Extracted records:
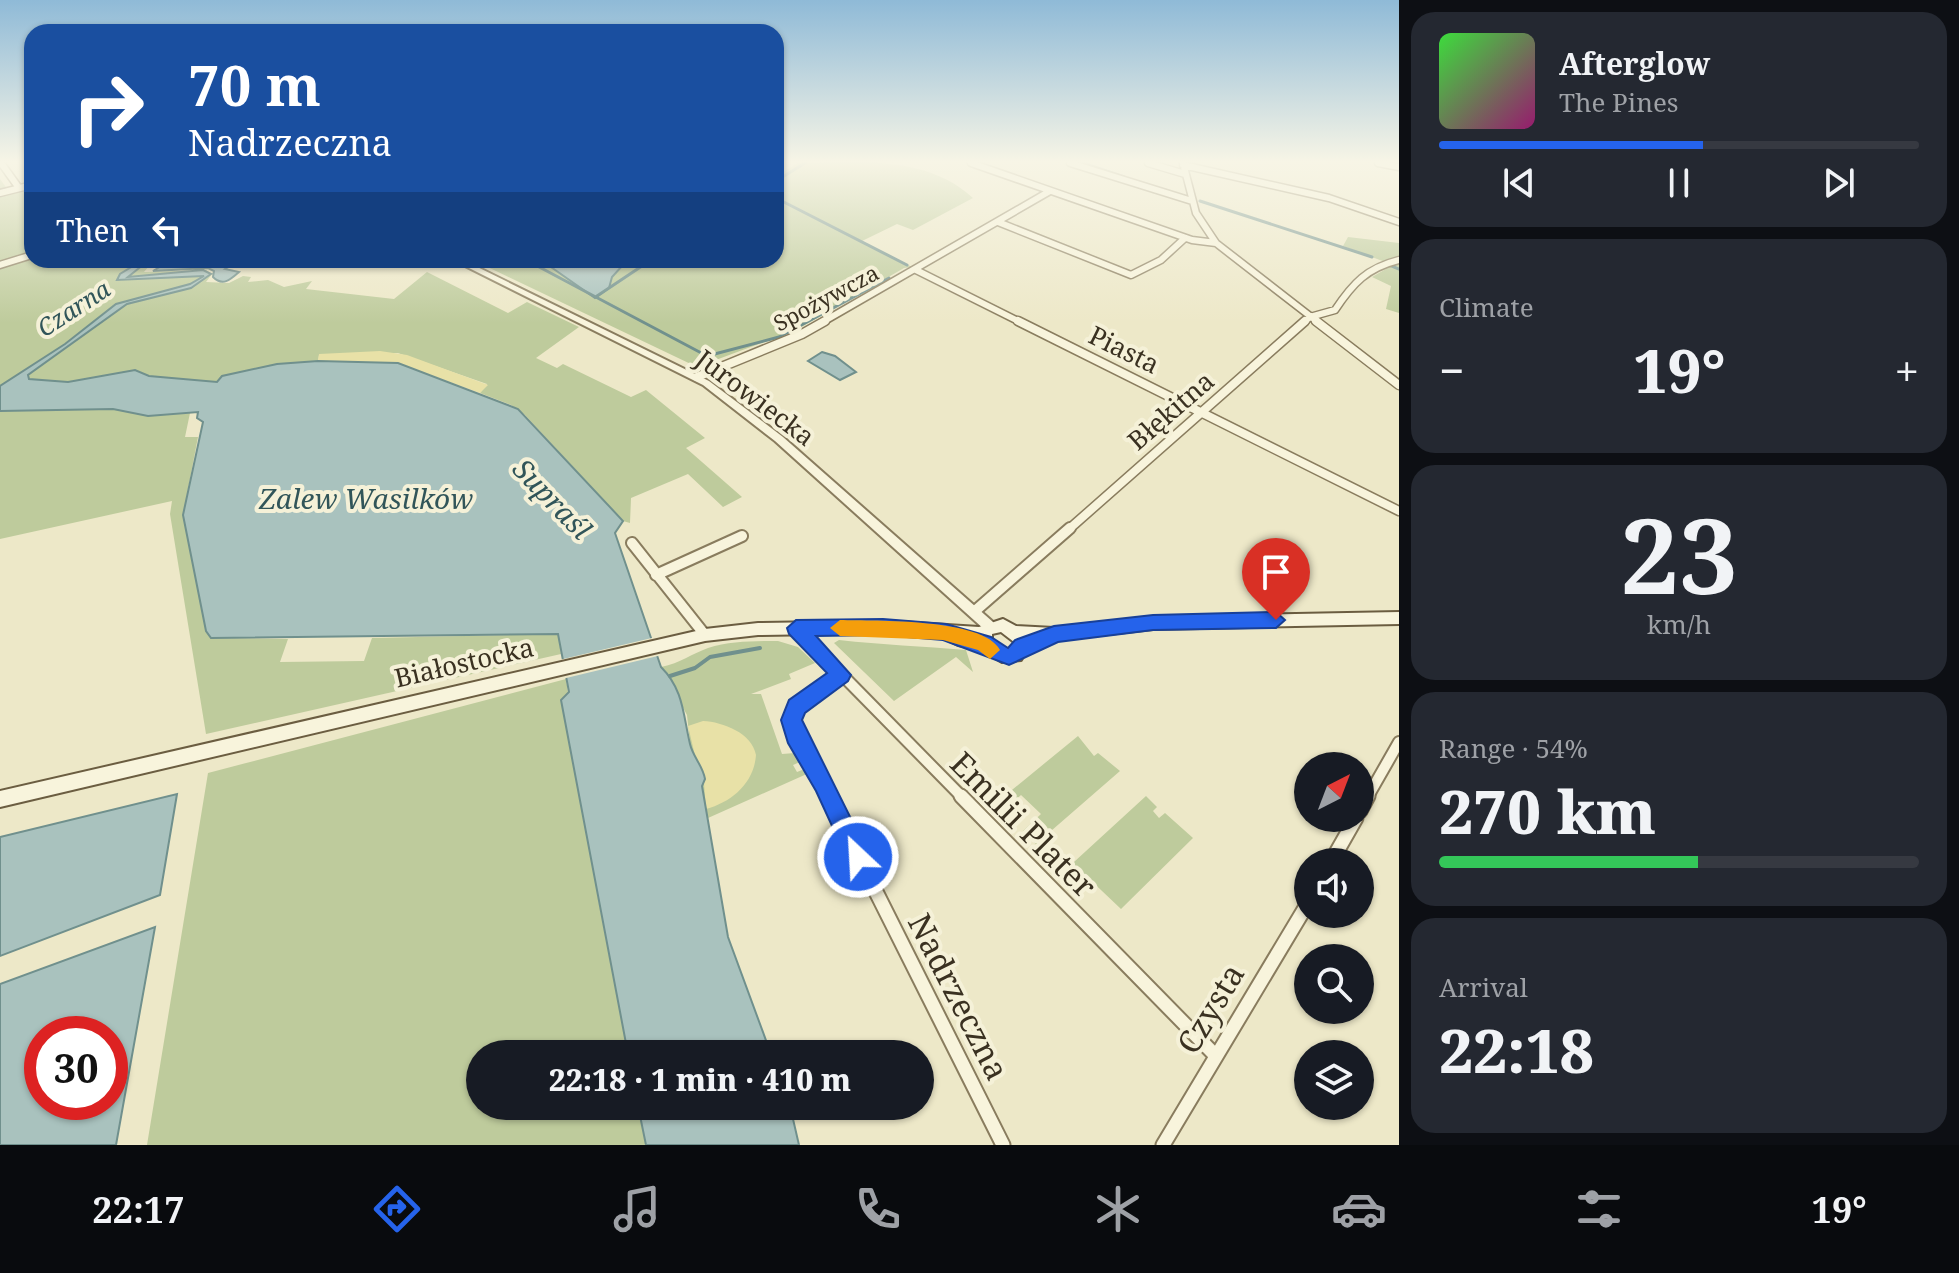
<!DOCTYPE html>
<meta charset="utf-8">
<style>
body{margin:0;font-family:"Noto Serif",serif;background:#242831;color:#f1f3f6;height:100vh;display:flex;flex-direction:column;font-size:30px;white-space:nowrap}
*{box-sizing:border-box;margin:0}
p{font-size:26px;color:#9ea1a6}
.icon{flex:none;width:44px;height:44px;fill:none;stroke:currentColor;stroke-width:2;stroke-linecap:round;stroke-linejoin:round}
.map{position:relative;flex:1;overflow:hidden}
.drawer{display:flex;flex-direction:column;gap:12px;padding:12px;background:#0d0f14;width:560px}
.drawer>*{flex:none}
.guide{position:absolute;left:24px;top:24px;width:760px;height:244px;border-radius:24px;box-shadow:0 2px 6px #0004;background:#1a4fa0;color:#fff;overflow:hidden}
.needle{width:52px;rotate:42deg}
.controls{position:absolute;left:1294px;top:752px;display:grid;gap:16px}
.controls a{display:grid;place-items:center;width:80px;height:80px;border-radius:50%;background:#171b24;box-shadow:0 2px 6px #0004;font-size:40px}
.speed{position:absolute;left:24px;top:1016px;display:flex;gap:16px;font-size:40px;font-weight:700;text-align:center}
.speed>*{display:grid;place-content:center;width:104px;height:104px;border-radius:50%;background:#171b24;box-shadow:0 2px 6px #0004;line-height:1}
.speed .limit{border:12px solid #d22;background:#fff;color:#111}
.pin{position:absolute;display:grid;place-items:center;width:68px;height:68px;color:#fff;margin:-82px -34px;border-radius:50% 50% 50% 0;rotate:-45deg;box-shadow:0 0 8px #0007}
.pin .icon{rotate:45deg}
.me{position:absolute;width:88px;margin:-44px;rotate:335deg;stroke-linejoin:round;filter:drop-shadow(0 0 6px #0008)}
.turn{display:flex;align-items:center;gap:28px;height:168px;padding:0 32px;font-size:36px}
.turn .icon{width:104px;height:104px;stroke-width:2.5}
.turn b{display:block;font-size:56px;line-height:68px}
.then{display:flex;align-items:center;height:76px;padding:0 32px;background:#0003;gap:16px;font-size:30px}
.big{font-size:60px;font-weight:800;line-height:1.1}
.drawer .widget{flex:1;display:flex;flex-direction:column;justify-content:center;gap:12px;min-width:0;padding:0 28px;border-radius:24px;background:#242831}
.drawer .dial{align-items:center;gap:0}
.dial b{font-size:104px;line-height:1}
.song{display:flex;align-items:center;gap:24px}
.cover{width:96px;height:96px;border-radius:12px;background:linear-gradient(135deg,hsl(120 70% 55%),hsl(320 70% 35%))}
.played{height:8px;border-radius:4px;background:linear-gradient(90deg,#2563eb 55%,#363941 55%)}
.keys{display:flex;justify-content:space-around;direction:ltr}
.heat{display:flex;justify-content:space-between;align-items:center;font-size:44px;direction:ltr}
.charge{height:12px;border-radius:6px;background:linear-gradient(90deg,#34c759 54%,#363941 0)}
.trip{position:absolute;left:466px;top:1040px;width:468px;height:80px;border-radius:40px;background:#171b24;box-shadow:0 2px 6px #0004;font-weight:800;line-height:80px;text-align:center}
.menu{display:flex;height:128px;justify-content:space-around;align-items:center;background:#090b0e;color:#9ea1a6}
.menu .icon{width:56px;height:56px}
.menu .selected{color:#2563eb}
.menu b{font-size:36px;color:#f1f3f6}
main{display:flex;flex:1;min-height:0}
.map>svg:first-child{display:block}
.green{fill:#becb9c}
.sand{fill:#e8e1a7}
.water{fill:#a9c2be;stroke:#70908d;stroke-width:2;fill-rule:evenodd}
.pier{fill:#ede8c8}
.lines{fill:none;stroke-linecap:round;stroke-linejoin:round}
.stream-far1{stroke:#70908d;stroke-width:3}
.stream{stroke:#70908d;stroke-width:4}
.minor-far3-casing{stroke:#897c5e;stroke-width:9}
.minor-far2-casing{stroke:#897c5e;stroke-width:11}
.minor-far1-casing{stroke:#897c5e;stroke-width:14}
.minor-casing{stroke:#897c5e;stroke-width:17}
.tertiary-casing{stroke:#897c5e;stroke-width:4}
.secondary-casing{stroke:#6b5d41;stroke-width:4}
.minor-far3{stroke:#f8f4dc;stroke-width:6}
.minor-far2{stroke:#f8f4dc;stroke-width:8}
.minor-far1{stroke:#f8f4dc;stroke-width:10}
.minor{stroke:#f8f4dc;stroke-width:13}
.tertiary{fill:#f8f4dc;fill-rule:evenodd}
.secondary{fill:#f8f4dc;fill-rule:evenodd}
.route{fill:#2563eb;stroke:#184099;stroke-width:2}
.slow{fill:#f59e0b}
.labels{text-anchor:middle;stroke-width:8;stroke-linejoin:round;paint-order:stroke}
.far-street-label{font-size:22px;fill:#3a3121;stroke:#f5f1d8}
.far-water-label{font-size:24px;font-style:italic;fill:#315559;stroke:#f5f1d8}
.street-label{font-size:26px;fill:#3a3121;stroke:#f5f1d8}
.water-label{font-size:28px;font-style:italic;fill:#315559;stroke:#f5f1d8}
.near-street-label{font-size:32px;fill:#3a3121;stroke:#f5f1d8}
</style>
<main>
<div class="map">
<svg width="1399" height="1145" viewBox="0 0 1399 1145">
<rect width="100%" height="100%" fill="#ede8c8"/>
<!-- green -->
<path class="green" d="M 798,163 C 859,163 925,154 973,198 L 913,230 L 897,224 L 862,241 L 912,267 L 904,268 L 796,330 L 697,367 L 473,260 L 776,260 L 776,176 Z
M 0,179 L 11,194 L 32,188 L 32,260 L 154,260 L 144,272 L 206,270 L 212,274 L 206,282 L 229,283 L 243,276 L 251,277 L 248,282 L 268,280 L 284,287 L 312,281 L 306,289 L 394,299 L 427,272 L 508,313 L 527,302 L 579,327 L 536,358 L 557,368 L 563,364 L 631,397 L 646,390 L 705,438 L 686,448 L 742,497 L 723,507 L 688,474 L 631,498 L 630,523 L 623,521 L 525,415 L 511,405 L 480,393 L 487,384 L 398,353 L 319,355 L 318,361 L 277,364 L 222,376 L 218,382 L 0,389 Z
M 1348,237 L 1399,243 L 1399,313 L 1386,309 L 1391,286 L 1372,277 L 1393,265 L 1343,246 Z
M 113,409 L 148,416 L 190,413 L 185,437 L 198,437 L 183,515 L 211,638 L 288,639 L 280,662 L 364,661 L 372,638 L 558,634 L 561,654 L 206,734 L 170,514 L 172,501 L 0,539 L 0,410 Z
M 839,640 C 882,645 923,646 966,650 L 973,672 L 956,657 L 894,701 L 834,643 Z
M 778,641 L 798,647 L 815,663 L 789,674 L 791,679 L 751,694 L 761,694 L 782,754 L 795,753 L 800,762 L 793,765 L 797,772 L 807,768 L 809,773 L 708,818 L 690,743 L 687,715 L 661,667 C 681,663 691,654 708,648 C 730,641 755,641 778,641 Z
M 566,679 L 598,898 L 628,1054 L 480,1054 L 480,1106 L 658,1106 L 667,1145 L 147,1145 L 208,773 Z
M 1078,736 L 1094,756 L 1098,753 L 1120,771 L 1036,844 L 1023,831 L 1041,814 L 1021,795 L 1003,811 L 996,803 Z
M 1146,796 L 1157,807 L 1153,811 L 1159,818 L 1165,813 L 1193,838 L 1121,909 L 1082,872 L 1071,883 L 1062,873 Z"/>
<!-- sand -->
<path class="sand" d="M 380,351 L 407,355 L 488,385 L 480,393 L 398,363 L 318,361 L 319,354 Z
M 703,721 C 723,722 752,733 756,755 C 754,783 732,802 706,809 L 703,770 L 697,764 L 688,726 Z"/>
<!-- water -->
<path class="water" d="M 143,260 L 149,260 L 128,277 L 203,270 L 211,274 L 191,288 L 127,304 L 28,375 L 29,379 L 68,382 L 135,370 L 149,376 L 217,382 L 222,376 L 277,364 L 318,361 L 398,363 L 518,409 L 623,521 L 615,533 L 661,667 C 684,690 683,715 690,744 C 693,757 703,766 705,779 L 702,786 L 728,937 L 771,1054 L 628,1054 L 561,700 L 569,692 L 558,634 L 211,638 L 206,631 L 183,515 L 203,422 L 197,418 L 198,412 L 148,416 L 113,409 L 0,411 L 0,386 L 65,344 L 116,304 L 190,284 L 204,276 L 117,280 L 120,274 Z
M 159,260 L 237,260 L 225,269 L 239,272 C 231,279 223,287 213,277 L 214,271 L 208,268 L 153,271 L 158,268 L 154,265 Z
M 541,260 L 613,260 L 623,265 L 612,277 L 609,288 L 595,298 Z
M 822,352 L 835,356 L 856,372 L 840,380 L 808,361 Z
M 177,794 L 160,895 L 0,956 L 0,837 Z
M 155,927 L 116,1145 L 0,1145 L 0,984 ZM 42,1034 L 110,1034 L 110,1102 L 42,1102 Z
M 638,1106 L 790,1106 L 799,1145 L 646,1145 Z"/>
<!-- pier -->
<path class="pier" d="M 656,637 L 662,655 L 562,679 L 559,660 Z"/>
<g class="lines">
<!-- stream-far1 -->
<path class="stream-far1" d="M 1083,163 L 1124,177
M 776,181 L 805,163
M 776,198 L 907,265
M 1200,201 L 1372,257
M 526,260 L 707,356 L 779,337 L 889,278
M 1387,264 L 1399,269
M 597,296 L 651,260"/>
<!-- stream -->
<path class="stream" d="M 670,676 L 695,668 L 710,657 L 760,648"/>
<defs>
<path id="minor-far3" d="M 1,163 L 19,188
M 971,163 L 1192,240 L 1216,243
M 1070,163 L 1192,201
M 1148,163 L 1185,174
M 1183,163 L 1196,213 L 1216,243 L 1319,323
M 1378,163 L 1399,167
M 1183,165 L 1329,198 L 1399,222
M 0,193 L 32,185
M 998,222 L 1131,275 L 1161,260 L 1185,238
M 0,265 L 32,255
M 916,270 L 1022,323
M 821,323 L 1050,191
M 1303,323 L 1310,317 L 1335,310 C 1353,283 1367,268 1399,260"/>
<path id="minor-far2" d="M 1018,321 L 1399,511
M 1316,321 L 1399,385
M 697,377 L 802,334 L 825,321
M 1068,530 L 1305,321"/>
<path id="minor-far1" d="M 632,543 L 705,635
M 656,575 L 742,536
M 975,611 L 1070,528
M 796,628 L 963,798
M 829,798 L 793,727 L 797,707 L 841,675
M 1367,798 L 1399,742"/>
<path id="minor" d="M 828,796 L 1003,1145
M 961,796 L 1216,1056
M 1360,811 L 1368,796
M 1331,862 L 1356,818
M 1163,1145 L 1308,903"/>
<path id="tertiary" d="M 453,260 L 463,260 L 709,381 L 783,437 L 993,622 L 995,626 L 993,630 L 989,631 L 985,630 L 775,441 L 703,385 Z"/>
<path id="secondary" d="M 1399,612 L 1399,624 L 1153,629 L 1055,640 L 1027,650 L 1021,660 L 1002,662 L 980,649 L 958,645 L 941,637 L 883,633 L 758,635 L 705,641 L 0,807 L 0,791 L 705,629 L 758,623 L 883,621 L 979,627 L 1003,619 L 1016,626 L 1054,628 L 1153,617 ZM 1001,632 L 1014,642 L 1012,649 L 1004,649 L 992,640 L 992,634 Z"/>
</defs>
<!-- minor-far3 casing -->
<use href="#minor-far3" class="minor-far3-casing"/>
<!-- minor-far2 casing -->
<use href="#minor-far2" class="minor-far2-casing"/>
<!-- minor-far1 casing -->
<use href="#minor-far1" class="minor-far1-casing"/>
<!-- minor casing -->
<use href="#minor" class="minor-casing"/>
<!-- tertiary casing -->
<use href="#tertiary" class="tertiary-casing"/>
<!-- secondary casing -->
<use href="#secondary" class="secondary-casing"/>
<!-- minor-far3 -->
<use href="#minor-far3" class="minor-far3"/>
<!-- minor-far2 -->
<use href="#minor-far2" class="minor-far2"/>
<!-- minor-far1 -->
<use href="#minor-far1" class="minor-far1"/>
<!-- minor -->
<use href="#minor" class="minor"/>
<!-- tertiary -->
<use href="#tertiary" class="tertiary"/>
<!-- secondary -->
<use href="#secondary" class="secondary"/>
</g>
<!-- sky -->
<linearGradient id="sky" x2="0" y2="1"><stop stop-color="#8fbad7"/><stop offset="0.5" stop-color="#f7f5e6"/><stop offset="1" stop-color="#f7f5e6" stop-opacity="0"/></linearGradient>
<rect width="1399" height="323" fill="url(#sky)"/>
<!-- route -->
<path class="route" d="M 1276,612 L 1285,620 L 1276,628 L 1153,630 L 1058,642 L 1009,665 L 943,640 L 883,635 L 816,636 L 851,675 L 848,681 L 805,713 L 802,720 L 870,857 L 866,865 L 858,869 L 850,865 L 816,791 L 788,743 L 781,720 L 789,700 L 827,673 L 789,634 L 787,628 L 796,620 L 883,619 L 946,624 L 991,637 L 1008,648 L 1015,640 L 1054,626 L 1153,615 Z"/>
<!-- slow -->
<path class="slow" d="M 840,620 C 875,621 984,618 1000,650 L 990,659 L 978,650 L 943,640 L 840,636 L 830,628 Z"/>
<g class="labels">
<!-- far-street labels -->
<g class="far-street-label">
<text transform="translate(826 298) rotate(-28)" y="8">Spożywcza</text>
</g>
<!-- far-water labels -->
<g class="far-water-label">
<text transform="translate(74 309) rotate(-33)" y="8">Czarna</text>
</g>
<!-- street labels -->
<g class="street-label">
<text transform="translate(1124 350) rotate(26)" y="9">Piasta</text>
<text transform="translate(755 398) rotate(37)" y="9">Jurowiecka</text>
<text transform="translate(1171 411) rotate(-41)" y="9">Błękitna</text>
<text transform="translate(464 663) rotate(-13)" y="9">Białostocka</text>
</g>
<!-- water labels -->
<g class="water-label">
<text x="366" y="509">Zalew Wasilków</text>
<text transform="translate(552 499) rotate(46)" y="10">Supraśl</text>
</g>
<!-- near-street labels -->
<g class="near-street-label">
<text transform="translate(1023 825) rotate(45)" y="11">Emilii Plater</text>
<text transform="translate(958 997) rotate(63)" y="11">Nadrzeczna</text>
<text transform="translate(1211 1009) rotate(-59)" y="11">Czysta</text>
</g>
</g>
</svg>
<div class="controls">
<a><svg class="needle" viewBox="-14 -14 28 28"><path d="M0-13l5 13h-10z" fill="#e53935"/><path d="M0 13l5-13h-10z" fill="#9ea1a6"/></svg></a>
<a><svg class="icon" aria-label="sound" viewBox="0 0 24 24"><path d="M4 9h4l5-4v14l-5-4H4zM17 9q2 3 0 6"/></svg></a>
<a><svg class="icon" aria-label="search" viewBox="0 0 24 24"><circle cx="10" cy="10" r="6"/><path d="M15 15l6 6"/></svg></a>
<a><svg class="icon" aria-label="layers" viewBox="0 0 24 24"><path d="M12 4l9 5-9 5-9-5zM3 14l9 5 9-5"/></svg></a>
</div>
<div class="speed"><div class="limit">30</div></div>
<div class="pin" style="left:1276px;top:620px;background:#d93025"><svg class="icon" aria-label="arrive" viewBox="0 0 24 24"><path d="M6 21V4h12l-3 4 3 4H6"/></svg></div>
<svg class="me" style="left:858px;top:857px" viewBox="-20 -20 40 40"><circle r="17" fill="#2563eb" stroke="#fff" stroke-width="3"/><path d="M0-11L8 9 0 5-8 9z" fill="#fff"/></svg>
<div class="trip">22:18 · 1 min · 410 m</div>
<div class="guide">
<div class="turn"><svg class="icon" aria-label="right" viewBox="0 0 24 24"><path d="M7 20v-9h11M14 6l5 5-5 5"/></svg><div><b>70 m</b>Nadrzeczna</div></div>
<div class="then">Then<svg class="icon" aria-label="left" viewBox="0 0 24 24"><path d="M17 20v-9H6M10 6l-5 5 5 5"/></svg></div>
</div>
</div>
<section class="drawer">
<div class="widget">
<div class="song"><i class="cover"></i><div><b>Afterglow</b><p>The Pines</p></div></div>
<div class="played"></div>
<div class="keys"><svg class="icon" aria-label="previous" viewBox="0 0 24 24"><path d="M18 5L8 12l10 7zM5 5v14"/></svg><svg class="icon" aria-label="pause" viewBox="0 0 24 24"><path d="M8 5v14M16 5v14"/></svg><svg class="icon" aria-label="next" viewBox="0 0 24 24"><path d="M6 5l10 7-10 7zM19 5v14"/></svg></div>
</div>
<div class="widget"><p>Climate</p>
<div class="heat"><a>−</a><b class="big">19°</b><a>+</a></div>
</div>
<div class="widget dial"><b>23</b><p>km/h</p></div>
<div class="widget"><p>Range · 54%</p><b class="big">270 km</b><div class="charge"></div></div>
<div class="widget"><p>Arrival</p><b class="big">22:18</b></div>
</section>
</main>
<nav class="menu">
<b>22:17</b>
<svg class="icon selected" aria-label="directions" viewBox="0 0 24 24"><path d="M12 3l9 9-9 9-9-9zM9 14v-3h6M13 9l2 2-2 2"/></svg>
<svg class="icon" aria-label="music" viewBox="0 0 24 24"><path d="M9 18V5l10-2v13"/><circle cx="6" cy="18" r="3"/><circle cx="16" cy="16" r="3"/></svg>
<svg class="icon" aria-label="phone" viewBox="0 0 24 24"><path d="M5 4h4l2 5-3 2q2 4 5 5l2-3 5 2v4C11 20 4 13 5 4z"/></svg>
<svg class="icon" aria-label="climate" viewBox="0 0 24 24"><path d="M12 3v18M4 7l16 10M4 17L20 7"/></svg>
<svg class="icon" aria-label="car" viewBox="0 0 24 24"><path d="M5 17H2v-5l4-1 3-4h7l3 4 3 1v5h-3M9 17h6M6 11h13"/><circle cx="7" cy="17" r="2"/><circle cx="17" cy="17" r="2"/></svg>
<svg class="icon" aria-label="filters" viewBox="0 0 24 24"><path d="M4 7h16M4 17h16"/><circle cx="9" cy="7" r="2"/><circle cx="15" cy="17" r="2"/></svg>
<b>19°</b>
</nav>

◆ **Work instructions**: Copy each line of the records containing the string "lines".

◆ **The answer**:
.lines{fill:none;stroke-linecap:round;stroke-linejoin:round}
<g class="lines">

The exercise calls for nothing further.